## What you have to do
Copy out word for word the line with "Draw a box around" and the lines that follow it in the listing below, up to the final one.
···
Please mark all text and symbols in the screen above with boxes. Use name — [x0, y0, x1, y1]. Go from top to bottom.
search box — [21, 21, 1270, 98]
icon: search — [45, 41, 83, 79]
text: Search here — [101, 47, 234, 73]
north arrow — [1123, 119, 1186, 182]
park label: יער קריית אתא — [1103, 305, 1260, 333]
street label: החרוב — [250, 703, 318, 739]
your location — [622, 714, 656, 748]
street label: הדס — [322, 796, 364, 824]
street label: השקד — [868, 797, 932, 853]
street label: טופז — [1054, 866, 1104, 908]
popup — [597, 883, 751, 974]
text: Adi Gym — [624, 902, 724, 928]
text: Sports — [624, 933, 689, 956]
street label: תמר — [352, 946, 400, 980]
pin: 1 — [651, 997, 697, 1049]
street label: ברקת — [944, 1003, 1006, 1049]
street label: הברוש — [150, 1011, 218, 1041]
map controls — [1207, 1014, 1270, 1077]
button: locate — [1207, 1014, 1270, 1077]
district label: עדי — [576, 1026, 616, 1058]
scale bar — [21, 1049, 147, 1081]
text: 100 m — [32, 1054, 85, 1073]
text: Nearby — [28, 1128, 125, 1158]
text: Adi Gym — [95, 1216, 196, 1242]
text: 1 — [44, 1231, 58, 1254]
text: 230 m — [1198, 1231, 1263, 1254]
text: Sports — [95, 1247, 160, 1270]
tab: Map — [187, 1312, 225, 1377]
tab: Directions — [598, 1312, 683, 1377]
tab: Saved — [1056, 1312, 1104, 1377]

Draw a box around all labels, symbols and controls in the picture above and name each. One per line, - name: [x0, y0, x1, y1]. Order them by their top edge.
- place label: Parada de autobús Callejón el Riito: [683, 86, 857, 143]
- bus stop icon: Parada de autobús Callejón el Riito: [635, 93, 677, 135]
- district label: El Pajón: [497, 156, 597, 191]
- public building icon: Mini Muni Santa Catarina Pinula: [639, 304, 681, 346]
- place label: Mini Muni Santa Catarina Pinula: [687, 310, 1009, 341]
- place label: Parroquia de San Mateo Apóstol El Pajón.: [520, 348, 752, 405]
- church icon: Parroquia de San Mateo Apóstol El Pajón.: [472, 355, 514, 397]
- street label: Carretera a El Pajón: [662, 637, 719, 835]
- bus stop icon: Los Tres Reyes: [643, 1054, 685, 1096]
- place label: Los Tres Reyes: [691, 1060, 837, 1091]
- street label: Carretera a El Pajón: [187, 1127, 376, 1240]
···
## Response below
Draw a box around all labels, symbols and controls in the picture above and name each. One per line, - name: [x0, y0, x1, y1]. Order them by their top edge.
- place label: Parada de autobús Callejón el Riito: [683, 86, 857, 143]
- bus stop icon: Parada de autobús Callejón el Riito: [635, 93, 677, 135]
- district label: El Pajón: [497, 156, 597, 191]
- public building icon: Mini Muni Santa Catarina Pinula: [639, 304, 681, 346]
- place label: Mini Muni Santa Catarina Pinula: [687, 310, 1009, 341]
- place label: Parroquia de San Mateo Apóstol El Pajón.: [520, 348, 752, 405]
- church icon: Parroquia de San Mateo Apóstol El Pajón.: [472, 355, 514, 397]
- street label: Carretera a El Pajón: [662, 637, 719, 835]
- bus stop icon: Los Tres Reyes: [643, 1054, 685, 1096]
- place label: Los Tres Reyes: [691, 1060, 837, 1091]
- street label: Carretera a El Pajón: [187, 1127, 376, 1240]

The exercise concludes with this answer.